◆ Provided entries
'''
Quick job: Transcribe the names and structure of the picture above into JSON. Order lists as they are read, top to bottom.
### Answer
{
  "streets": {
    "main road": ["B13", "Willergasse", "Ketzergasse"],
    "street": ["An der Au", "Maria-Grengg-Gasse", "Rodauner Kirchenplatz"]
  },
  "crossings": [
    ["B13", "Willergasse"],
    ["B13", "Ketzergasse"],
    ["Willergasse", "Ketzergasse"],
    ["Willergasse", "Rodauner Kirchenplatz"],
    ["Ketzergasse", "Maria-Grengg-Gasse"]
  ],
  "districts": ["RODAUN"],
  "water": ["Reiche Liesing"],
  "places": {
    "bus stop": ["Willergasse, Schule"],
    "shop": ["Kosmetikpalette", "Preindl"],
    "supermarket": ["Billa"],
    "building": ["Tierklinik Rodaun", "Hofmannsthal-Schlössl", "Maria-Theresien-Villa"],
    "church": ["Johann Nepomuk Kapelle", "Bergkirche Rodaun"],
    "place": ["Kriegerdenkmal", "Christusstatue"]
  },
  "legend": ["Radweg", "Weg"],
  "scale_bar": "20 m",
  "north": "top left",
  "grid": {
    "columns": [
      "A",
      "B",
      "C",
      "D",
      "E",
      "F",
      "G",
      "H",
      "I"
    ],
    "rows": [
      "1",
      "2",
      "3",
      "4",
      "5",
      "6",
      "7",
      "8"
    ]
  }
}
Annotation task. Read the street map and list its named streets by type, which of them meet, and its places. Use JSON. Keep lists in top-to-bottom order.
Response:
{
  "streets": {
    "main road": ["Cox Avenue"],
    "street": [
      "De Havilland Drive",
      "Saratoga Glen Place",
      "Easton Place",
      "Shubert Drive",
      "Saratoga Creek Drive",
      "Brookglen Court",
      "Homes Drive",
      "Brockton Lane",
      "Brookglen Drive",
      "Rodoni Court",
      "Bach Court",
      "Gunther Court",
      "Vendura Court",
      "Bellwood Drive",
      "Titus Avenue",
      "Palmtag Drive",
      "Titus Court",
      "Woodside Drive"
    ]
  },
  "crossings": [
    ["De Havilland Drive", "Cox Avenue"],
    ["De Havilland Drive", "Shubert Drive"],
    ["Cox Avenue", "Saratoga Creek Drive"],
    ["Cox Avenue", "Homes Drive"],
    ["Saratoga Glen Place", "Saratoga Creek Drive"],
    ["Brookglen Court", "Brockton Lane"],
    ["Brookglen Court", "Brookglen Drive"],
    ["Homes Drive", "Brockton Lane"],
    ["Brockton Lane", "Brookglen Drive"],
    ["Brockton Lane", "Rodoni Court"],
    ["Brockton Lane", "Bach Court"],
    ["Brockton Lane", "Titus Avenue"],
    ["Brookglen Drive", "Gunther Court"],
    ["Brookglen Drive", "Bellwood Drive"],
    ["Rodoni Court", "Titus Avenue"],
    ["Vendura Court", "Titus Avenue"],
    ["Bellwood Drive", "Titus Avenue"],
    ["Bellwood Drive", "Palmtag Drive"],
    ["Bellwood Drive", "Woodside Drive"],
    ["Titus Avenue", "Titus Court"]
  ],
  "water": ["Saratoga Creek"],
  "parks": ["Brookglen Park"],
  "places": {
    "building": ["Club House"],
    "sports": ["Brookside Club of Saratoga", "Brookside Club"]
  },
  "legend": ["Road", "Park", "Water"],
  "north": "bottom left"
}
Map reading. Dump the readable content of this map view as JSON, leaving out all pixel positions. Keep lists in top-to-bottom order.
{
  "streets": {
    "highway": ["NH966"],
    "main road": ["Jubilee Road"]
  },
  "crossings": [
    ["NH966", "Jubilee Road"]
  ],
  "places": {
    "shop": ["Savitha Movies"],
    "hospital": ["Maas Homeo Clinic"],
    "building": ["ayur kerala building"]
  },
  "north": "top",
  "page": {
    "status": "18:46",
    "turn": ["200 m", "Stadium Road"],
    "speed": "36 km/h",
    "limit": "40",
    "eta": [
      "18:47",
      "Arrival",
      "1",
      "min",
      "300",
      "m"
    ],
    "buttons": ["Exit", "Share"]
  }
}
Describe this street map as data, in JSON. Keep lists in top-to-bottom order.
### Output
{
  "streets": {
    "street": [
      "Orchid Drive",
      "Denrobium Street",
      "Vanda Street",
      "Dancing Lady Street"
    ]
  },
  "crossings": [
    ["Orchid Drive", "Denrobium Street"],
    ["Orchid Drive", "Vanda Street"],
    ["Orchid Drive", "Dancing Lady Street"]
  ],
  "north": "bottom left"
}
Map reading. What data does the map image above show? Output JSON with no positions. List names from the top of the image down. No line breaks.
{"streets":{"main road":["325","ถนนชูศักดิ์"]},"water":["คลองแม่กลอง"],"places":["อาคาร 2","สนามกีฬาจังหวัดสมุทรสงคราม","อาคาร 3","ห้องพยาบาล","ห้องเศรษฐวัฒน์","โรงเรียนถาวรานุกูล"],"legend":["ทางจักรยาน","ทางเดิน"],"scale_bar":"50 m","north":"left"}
'''
In full and word for word, output the material.

Quick job: Transcribe the names and structure of the picture above into JSON. Order lists as they are read, top to bottom.
### Answer
{
  "streets": {
    "main road": ["B13", "Willergasse", "Ketzergasse"],
    "street": ["An der Au", "Maria-Grengg-Gasse", "Rodauner Kirchenplatz"]
  },
  "crossings": [
    ["B13", "Willergasse"],
    ["B13", "Ketzergasse"],
    ["Willergasse", "Ketzergasse"],
    ["Willergasse", "Rodauner Kirchenplatz"],
    ["Ketzergasse", "Maria-Grengg-Gasse"]
  ],
  "districts": ["RODAUN"],
  "water": ["Reiche Liesing"],
  "places": {
    "bus stop": ["Willergasse, Schule"],
    "shop": ["Kosmetikpalette", "Preindl"],
    "supermarket": ["Billa"],
    "building": ["Tierklinik Rodaun", "Hofmannsthal-Schlössl", "Maria-Theresien-Villa"],
    "church": ["Johann Nepomuk Kapelle", "Bergkirche Rodaun"],
    "place": ["Kriegerdenkmal", "Christusstatue"]
  },
  "legend": ["Radweg", "Weg"],
  "scale_bar": "20 m",
  "north": "top left",
  "grid": {
    "columns": [
      "A",
      "B",
      "C",
      "D",
      "E",
      "F",
      "G",
      "H",
      "I"
    ],
    "rows": [
      "1",
      "2",
      "3",
      "4",
      "5",
      "6",
      "7",
      "8"
    ]
  }
}
Annotation task. Read the street map and list its named streets by type, which of them meet, and its places. Use JSON. Keep lists in top-to-bottom order.
Response:
{
  "streets": {
    "main road": ["Cox Avenue"],
    "street": [
      "De Havilland Drive",
      "Saratoga Glen Place",
      "Easton Place",
      "Shubert Drive",
      "Saratoga Creek Drive",
      "Brookglen Court",
      "Homes Drive",
      "Brockton Lane",
      "Brookglen Drive",
      "Rodoni Court",
      "Bach Court",
      "Gunther Court",
      "Vendura Court",
      "Bellwood Drive",
      "Titus Avenue",
      "Palmtag Drive",
      "Titus Court",
      "Woodside Drive"
    ]
  },
  "crossings": [
    ["De Havilland Drive", "Cox Avenue"],
    ["De Havilland Drive", "Shubert Drive"],
    ["Cox Avenue", "Saratoga Creek Drive"],
    ["Cox Avenue", "Homes Drive"],
    ["Saratoga Glen Place", "Saratoga Creek Drive"],
    ["Brookglen Court", "Brockton Lane"],
    ["Brookglen Court", "Brookglen Drive"],
    ["Homes Drive", "Brockton Lane"],
    ["Brockton Lane", "Brookglen Drive"],
    ["Brockton Lane", "Rodoni Court"],
    ["Brockton Lane", "Bach Court"],
    ["Brockton Lane", "Titus Avenue"],
    ["Brookglen Drive", "Gunther Court"],
    ["Brookglen Drive", "Bellwood Drive"],
    ["Rodoni Court", "Titus Avenue"],
    ["Vendura Court", "Titus Avenue"],
    ["Bellwood Drive", "Titus Avenue"],
    ["Bellwood Drive", "Palmtag Drive"],
    ["Bellwood Drive", "Woodside Drive"],
    ["Titus Avenue", "Titus Court"]
  ],
  "water": ["Saratoga Creek"],
  "parks": ["Brookglen Park"],
  "places": {
    "building": ["Club House"],
    "sports": ["Brookside Club of Saratoga", "Brookside Club"]
  },
  "legend": ["Road", "Park", "Water"],
  "north": "bottom left"
}
Map reading. Dump the readable content of this map view as JSON, leaving out all pixel positions. Keep lists in top-to-bottom order.
{
  "streets": {
    "highway": ["NH966"],
    "main road": ["Jubilee Road"]
  },
  "crossings": [
    ["NH966", "Jubilee Road"]
  ],
  "places": {
    "shop": ["Savitha Movies"],
    "hospital": ["Maas Homeo Clinic"],
    "building": ["ayur kerala building"]
  },
  "north": "top",
  "page": {
    "status": "18:46",
    "turn": ["200 m", "Stadium Road"],
    "speed": "36 km/h",
    "limit": "40",
    "eta": [
      "18:47",
      "Arrival",
      "1",
      "min",
      "300",
      "m"
    ],
    "buttons": ["Exit", "Share"]
  }
}
Describe this street map as data, in JSON. Keep lists in top-to-bottom order.
### Output
{
  "streets": {
    "street": [
      "Orchid Drive",
      "Denrobium Street",
      "Vanda Street",
      "Dancing Lady Street"
    ]
  },
  "crossings": [
    ["Orchid Drive", "Denrobium Street"],
    ["Orchid Drive", "Vanda Street"],
    ["Orchid Drive", "Dancing Lady Street"]
  ],
  "north": "bottom left"
}
Map reading. What data does the map image above show? Output JSON with no positions. List names from the top of the image down. No line breaks.
{"streets":{"main road":["325","ถนนชูศักดิ์"]},"water":["คลองแม่กลอง"],"places":["อาคาร 2","สนามกีฬาจังหวัดสมุทรสงคราม","อาคาร 3","ห้องพยาบาล","ห้องเศรษฐวัฒน์","โรงเรียนถาวรานุกูล"],"legend":["ทางจักรยาน","ทางเดิน"],"scale_bar":"50 m","north":"left"}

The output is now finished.